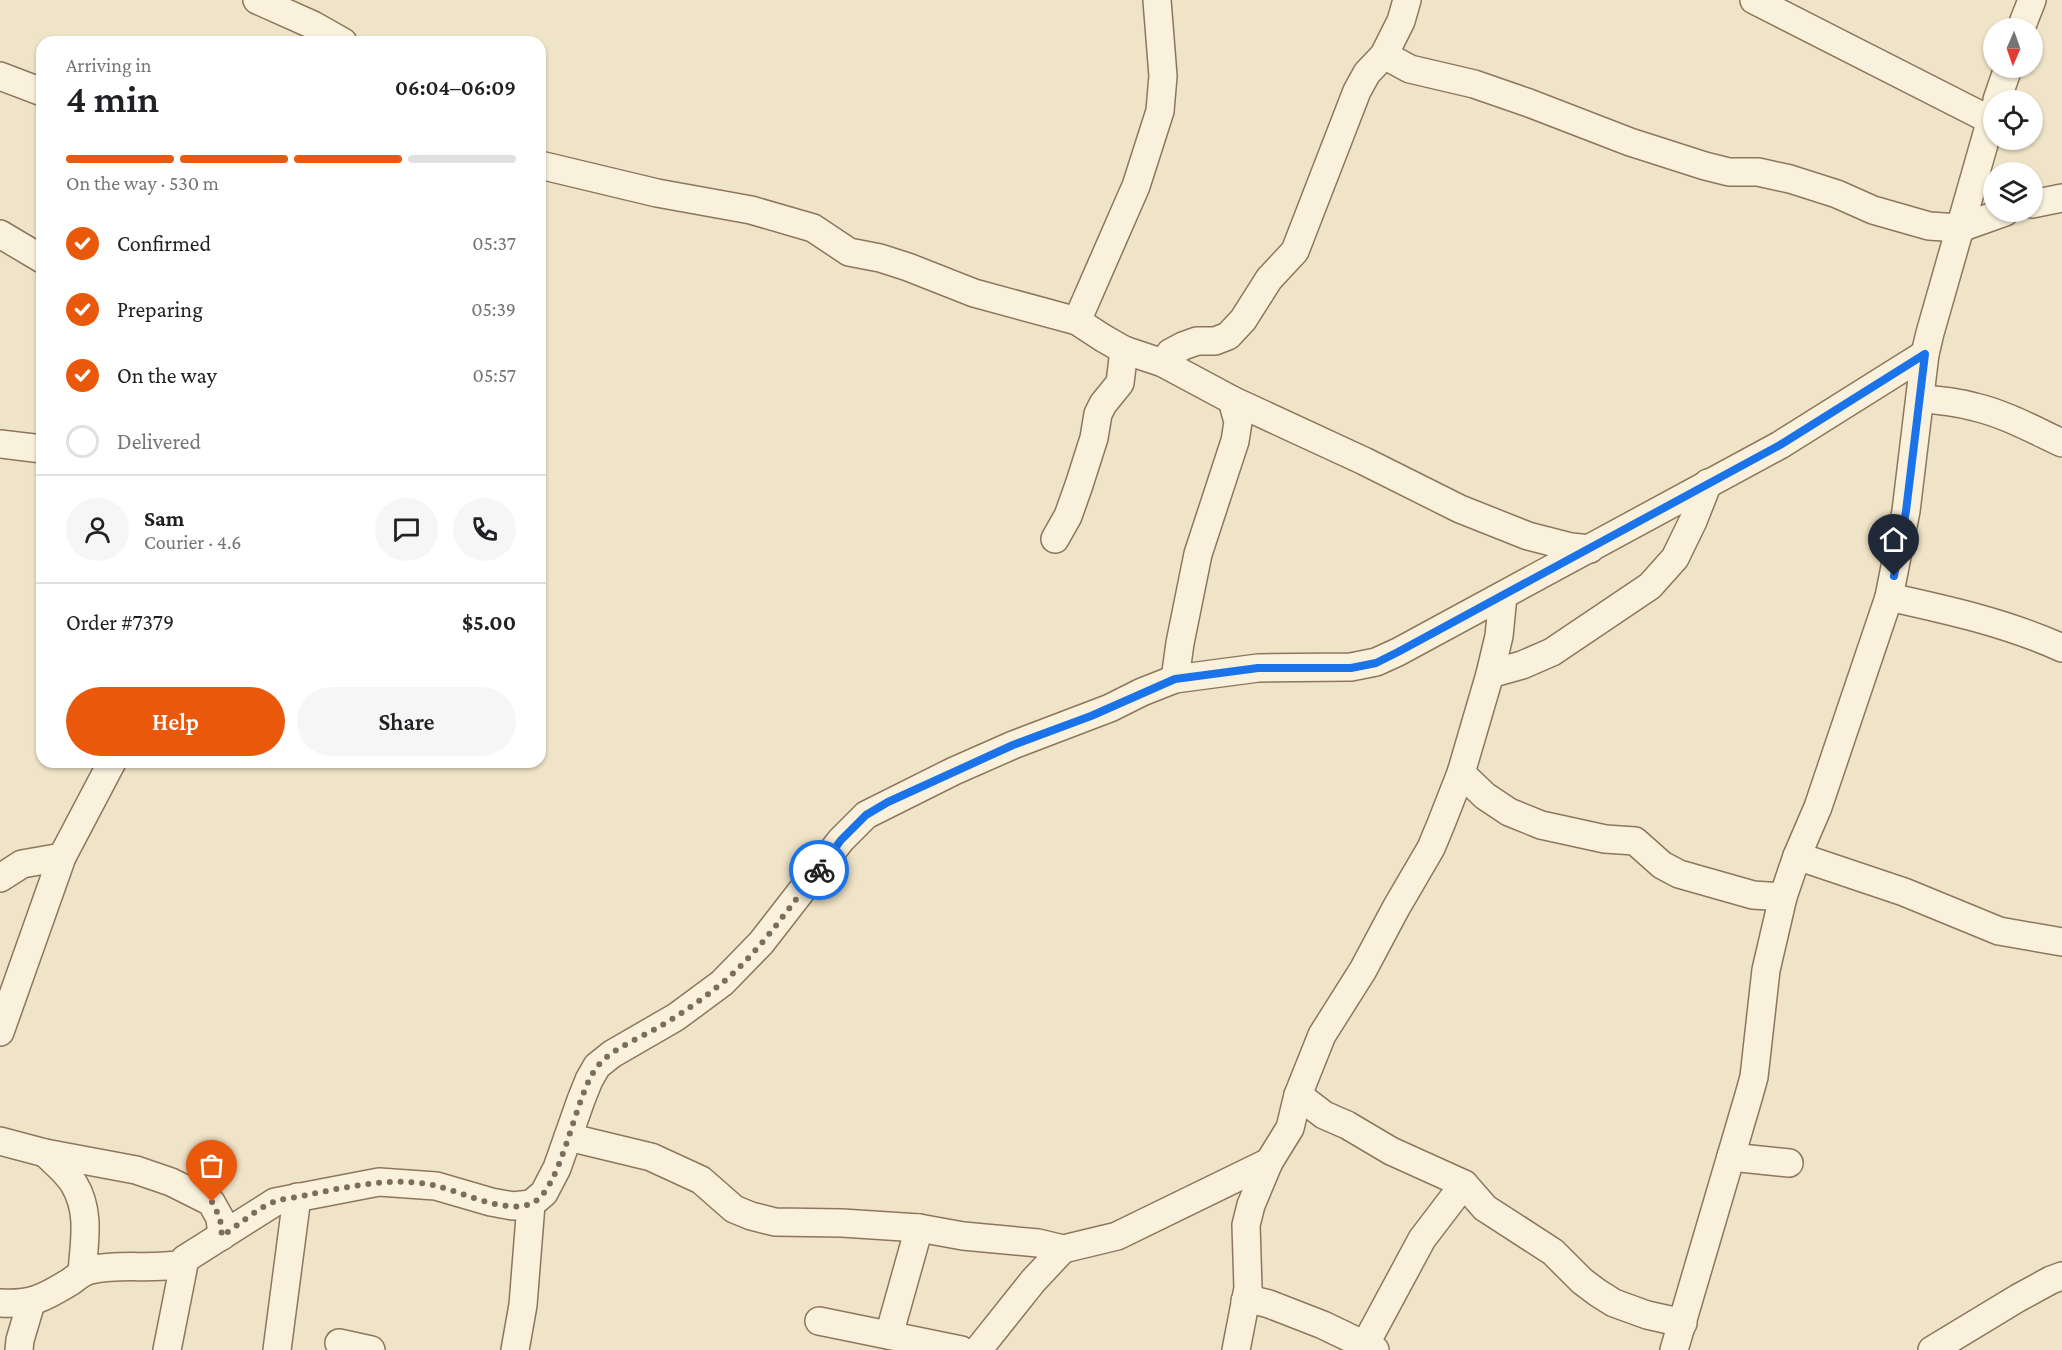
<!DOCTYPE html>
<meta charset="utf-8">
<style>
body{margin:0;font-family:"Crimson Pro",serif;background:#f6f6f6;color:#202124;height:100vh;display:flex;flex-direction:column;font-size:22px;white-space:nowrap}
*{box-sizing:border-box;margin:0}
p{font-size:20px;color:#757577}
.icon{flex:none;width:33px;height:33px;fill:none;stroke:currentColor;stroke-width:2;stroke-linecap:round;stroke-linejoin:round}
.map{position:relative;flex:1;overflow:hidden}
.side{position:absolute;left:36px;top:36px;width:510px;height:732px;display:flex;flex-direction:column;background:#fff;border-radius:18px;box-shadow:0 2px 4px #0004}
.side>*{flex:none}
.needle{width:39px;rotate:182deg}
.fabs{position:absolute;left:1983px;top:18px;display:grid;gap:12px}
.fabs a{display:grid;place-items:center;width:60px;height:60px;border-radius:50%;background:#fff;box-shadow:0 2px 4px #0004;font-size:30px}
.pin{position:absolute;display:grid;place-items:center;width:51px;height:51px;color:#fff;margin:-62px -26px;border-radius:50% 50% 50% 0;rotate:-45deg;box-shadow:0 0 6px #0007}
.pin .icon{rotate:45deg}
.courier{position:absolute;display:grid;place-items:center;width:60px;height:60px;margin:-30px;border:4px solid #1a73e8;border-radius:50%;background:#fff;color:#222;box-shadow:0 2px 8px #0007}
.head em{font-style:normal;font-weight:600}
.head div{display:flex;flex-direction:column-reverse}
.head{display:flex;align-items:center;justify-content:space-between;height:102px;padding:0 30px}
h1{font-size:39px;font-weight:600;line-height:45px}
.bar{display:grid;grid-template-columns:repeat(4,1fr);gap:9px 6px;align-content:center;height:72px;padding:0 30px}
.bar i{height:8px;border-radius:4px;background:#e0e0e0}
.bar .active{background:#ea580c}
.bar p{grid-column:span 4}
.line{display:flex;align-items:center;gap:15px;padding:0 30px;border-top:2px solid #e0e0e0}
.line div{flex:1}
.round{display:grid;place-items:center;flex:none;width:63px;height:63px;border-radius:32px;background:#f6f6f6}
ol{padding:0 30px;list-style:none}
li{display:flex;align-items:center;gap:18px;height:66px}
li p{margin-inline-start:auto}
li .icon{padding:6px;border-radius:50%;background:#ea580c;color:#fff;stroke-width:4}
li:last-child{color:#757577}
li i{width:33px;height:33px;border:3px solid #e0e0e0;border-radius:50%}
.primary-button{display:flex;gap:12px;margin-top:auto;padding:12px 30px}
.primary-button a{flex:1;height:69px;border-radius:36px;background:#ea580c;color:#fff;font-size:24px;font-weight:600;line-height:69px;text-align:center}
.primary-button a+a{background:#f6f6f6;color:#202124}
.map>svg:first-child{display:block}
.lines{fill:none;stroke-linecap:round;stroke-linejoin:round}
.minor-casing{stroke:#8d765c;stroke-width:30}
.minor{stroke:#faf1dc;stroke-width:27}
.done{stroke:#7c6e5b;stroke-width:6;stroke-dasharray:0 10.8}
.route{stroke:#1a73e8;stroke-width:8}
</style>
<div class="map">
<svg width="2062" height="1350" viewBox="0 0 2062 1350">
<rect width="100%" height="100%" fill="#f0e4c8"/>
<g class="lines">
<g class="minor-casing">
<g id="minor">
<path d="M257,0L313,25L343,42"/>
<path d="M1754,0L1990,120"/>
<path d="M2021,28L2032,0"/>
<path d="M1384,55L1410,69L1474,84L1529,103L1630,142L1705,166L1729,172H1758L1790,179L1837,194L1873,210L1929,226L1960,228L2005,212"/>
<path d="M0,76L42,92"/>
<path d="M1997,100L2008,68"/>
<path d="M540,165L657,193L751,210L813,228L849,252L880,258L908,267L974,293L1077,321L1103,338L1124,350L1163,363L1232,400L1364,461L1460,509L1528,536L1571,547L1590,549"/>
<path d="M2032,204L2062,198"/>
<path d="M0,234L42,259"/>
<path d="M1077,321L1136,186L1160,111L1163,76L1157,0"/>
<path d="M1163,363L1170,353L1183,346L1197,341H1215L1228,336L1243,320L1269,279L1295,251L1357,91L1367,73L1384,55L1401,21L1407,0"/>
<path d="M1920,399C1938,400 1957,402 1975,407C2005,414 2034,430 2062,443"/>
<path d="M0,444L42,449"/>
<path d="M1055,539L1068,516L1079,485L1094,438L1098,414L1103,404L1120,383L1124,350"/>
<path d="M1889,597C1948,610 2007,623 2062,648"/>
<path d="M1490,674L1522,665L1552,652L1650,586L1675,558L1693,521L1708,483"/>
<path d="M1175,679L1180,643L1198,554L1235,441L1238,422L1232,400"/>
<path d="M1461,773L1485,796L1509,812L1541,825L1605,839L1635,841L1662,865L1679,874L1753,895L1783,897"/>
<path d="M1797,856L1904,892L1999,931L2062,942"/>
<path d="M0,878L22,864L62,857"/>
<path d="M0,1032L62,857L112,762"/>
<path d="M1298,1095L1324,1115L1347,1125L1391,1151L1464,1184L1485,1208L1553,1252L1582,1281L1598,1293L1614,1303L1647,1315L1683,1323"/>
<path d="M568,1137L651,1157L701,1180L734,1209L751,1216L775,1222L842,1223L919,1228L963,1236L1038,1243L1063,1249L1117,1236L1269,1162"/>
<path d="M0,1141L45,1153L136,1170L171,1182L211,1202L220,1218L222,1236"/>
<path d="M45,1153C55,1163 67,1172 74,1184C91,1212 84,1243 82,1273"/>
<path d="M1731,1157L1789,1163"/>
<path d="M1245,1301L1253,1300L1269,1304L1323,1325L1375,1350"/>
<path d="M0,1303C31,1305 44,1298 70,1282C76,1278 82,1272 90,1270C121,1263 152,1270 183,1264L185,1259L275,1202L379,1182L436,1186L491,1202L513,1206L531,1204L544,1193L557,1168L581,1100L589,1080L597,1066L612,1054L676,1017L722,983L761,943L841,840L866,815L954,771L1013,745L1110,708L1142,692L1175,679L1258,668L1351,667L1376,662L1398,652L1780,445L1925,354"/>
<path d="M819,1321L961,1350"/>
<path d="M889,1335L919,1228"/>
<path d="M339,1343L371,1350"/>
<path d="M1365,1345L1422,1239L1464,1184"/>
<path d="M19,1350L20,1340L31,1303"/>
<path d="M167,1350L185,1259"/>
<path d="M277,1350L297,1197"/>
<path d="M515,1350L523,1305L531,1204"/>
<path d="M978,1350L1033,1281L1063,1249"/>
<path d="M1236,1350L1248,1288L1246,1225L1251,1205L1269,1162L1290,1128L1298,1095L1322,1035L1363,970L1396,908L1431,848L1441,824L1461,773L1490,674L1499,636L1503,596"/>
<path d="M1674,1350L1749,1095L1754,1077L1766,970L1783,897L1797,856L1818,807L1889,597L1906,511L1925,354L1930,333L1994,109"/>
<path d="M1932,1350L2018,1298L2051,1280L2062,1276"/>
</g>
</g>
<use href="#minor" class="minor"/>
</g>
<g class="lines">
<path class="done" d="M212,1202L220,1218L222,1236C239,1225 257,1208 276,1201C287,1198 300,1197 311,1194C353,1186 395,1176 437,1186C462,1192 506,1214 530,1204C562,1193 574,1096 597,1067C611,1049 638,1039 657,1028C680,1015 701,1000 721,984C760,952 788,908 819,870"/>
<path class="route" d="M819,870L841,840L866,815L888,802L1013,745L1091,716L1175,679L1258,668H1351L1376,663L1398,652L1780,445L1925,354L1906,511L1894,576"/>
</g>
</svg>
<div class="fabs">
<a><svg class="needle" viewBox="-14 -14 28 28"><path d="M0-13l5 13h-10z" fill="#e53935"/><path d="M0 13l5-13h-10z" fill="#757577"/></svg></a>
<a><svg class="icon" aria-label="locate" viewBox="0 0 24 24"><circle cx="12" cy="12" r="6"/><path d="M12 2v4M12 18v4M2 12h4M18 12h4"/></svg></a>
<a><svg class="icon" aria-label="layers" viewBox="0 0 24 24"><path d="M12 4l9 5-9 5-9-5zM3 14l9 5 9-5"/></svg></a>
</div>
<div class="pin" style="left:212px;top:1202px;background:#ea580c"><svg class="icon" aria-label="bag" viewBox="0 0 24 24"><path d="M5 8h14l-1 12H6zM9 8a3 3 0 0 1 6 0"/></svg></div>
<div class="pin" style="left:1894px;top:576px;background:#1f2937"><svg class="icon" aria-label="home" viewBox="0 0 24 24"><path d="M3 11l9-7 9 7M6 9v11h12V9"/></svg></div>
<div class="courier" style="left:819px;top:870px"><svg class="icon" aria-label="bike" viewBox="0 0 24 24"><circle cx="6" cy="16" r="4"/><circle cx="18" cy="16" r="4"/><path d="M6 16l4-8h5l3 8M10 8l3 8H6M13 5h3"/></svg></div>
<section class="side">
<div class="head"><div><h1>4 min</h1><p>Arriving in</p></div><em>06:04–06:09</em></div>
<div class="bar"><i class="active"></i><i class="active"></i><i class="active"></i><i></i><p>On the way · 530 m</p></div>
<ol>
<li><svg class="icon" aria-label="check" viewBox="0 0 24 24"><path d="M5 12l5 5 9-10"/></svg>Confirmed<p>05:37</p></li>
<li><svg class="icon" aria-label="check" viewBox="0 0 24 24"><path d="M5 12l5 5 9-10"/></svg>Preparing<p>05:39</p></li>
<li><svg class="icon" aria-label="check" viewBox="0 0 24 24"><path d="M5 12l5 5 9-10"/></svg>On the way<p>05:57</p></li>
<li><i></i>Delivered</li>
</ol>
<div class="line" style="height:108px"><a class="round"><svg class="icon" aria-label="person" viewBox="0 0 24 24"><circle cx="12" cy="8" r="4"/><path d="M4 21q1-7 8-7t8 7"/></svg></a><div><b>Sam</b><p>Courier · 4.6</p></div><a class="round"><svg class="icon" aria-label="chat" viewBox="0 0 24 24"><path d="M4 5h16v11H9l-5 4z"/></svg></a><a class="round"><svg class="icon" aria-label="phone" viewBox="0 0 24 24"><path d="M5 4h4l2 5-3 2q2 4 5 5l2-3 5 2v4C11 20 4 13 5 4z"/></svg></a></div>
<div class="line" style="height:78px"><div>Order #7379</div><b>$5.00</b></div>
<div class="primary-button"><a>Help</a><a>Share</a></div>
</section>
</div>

ACTIVITY – What is the number of lines in these entries that hold "margin"? Reply with the figure alone.

WRITTEN REPLY – 6